INSOLVENCY LAWS PREVAIL

The Court ruled in favour of the Receiver and found that the Receiver could properly disclaim any interest in the Renounced Assets before taking possession and control, ending any responsibility with regard to A&R costs. The case turned on the doctrine of paramountcy, which the Court described as being applicable where:

"[...] otherwise validly enacted federal and provincial legislation cover the same or similar subject matter, but there is a conflict or genuine inconsistency between the legislation or the operational effects of the provincial legislation are incompatible with the federal legislation, the federal legislation prevails and the provincial law is rendered inoperative to the extent of the conflict or inconsistency with the federal law."7

Notwithstanding the high standard of proof generally required to invoke paramountcy successfully, the Court ruled that there was an operational conflict between section 14.06(4) of the BIA and the definition of "licensee" within the Regulatory Scheme. The Court's interpretive approach meant that section 14.06 of the BIA allowed a receiver and trustee to renounce assets and not be responsible for A&R activities, whereas the Regulatory Scheme did not permit the renunciation of licensed assets whatsoever. The Court determined that dual compliance with both sets of laws was not possible and that the position of the Receiver in such a situation was untenable. As such, section 14.06 of the BIA must prevail over the Regulatory Scheme to the extent of the conflict.

The Court also held that there were several instances where the provincial Regulatory Scheme frustrated the legislative purpose of the federal BIA including:

  1. The definition of the "licensee" within the Regulatory Scheme frustrated the legislative purpose of section 14.06 of the BIA since requiring licensee (in this case, the Receiver) to pay security deposits or comply with the Orders created a super-priority over any other creditor claims, in violation of the distribution scheme set out in the BIA.
  2. Disallowing the renouncement of non-economic assets had the potential of putting the Receiver at personal financial risk, a result which section 14.06 of the BIA specifically disallows.
  3. Requiring compliance with the Orders in respect of the Renounced Assets or the payment of security deposits for the AER to approve licence transfer applications frustrated the legislative purpose of section 14.06 of the BIA, which allowed for the disclaimer to all interest in the Renounced Assets.

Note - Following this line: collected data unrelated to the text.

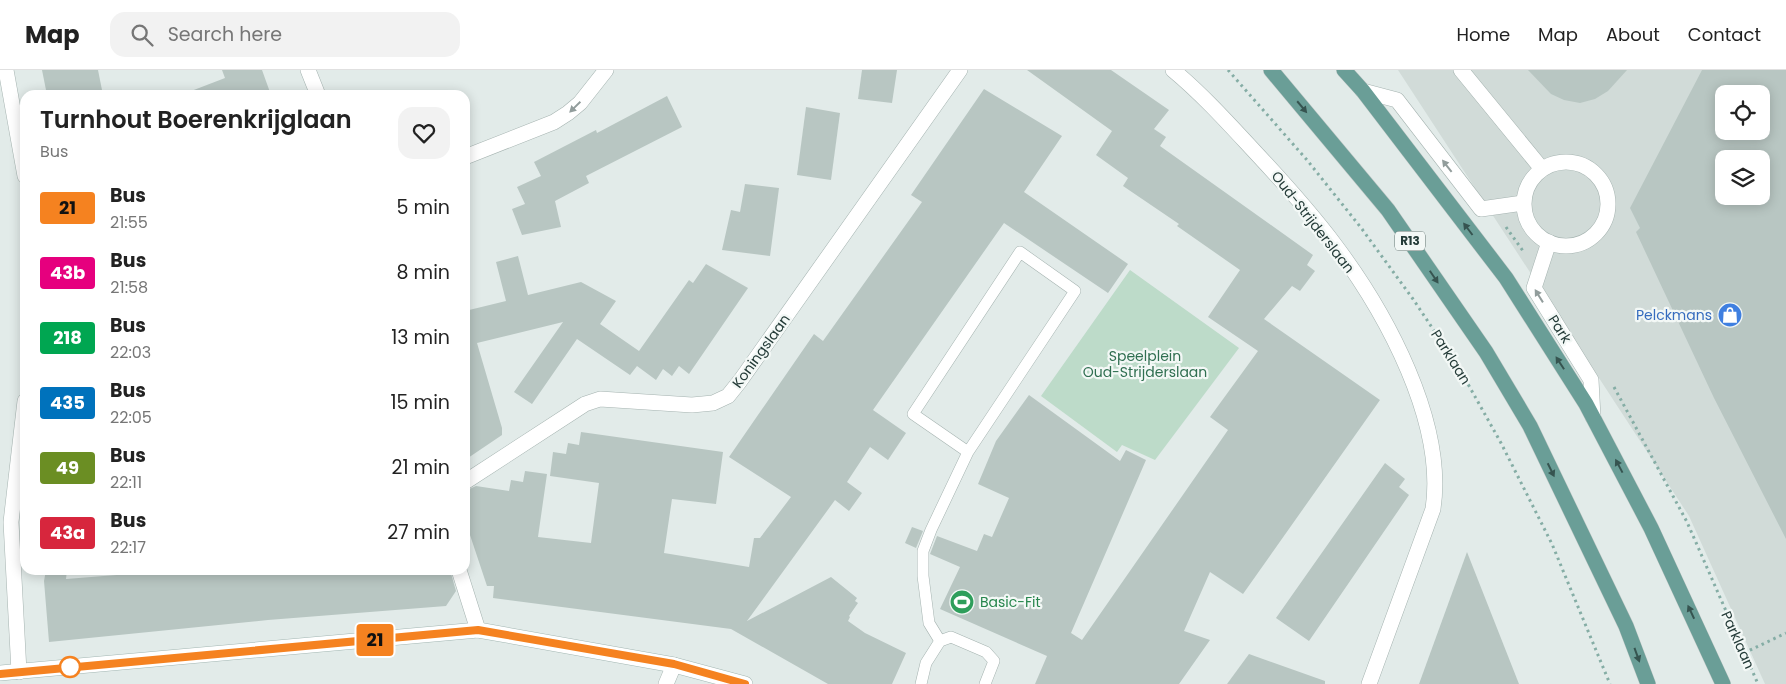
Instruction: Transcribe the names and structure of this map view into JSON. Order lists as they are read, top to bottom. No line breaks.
{"streets":{"main road":["R13"],"street":["Oud-Strijderslaan","Park","Koningslaan"],"path":["Parklaan"]},"one_way":["Park"],"parks":["Speelplein Oud-Strijderslaan"],"places":{"shop":["Pelckmans"],"sports":["Basic-Fit"]},"lines":["bus line 21"],"page":{"header":"Map","search":"Search here","nav":["Home","Map","About","Contact"],"on_map":"21","heading":["Turnhout Boerenkrijglaan","Bus"],"list":[{"mark":"21","name":"Bus","note":"21:55","value":"5 min"},{"mark":"43b","name":"Bus","note":"21:58","value":"8 min"},{"mark":"218","name":"Bus","note":"22:03","value":"13 min"},{"mark":"435","name":"Bus","note":"22:05","value":"15 min"},{"mark":"49","name":"Bus","note":"22:11","value":"21 min"},{"mark":"43a","name":"Bus","note":"22:17","value":"27 min"}]}}
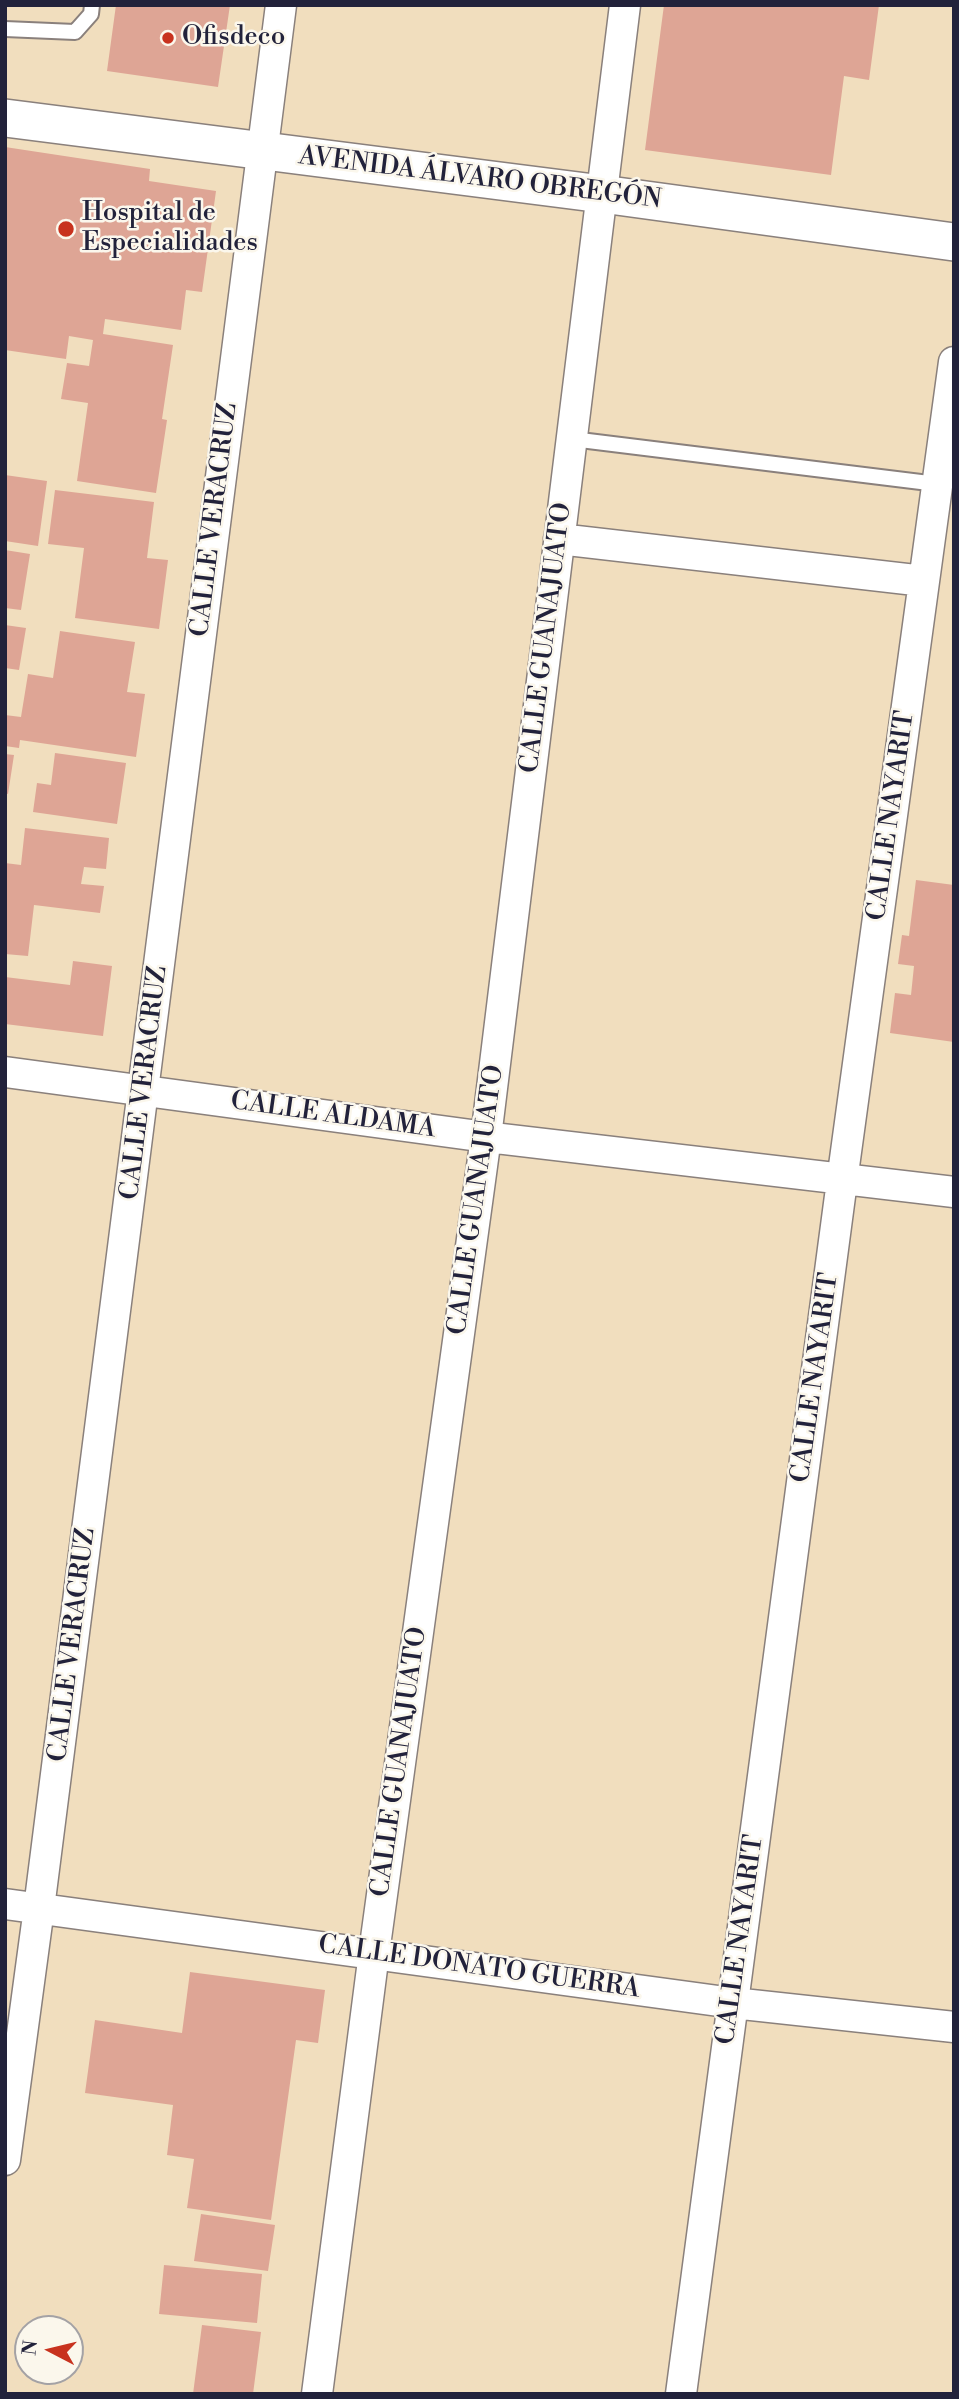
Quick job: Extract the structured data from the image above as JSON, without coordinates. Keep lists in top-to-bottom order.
{
  "streets": {
    "street": [
      "AVENIDA ÁLVARO OBREGÓN",
      "CALLE VERACRUZ",
      "CALLE GUANAJUATO",
      "CALLE NAYARIT",
      "CALLE ALDAMA",
      "CALLE DONATO GUERRA"
    ]
  },
  "crossings": [
    ["AVENIDA ÁLVARO OBREGÓN", "CALLE VERACRUZ"],
    ["AVENIDA ÁLVARO OBREGÓN", "CALLE GUANAJUATO"],
    ["CALLE VERACRUZ", "CALLE ALDAMA"],
    ["CALLE VERACRUZ", "CALLE DONATO GUERRA"],
    ["CALLE GUANAJUATO", "CALLE ALDAMA"],
    ["CALLE GUANAJUATO", "CALLE DONATO GUERRA"],
    ["CALLE NAYARIT", "CALLE ALDAMA"],
    ["CALLE NAYARIT", "CALLE DONATO GUERRA"]
  ],
  "places": ["Ofisdeco", "Hospital de Especialidades"],
  "north": "left"
}
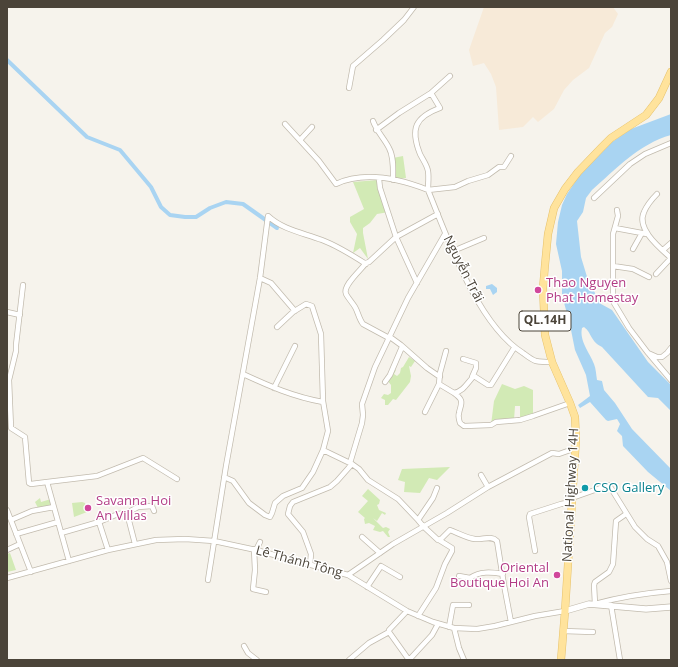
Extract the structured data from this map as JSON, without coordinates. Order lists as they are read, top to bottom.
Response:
{
  "streets": {
    "main road": ["QL.14H", "National Highway 14H"],
    "street": ["Nguyễn Trãi", "Lê Thánh Tông"]
  },
  "crossings": [
    ["Nguyễn Trãi", "National Highway 14H"],
    ["QL.14H", "National Highway 14H"],
    ["QL.14H", "Lê Thánh Tông"],
    ["National Highway 14H", "Lê Thánh Tông"]
  ],
  "places": [
    "Thao Nguyen Phat Homestay",
    "CSO Gallery",
    "Savanna Hoi An Villas",
    "Oriental Boutique Hoi An"
  ]
}
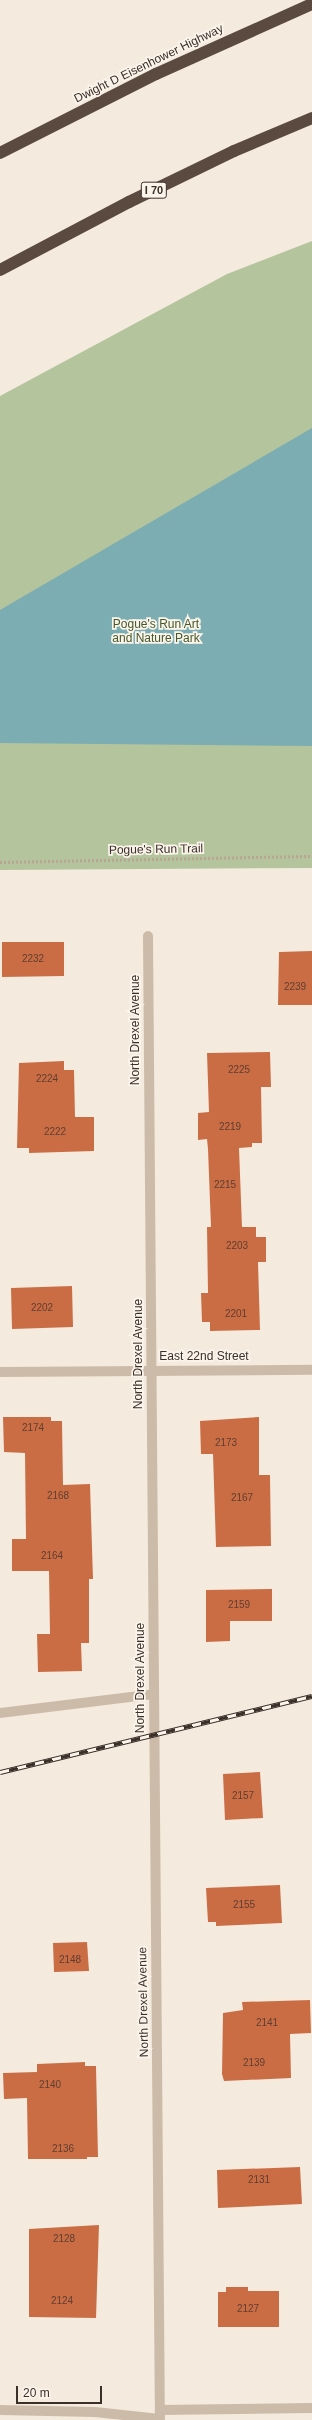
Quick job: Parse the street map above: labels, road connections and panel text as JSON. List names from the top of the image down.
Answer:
{
  "streets": {
    "highway": ["Dwight D Eisenhower Highway", "I 70"],
    "street": ["North Drexel Avenue", "East 22nd Street"],
    "path": ["Pogue's Run Trail"]
  },
  "crossings": [
    ["North Drexel Avenue", "East 22nd Street"]
  ],
  "parks": ["Pogue's Run Art and Nature Park"],
  "house_numbers": [
    "2232",
    "2239",
    "2225",
    "2224",
    "2219",
    "2222",
    "2215",
    "2203",
    "2202",
    "2201",
    "2174",
    "2173",
    "2168",
    "2167",
    "2164",
    "2159",
    "2157",
    "2155",
    "2148",
    "2141",
    "2139",
    "2140",
    "2136",
    "2131",
    "2128",
    "2124",
    "2127"
  ],
  "scale_bar": "20 m"
}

The Court also found that the Orders were intrinsically monetary in nature and thus provable claims in bankruptcy – this means that the AER ranks as an unsecured creditor. The question here is whether it was "sufficiently certain" that the AER would seek reimbursement for the costs of compliance from the Receiver or Redwater's estate.8 The Court ruled that since no other party existed who could carry out the work and it would fall to the AER to do so,9 a purposive approach to section 14.06 applied to find that the Orders were provable claims.

In reaching this decision, the Court's analysis has two major takeaways. Section 14.06 of the BIA goes beyond mere protection from personal liability for receivers and trustees. The Court's role, as it interpreted the provision, was to follow Parliament's law by ascertaining its purpose and properly applying it.10 The other was that in the bankruptcy context, claims from provincial regulators for A&R costs should not receive a super-priority when such priority is not provided in the BIA. To side with the AER in this respect would in essence be replacing the "polluter-pay" principle with a "third-party-pay" principle.11

IMPLICATIONS

This decision, subject to any potential appeal, effectively ends the deadlock between receivers and the AER regarding the sale of assets of an insolvent company. In the insolvency world, this is a welcome decision that will assist receivers and trustees in conducting successful sales processes that, without the need to include non-producing assets and pay security deposits, should significantly increase recoveries for all stakeholders.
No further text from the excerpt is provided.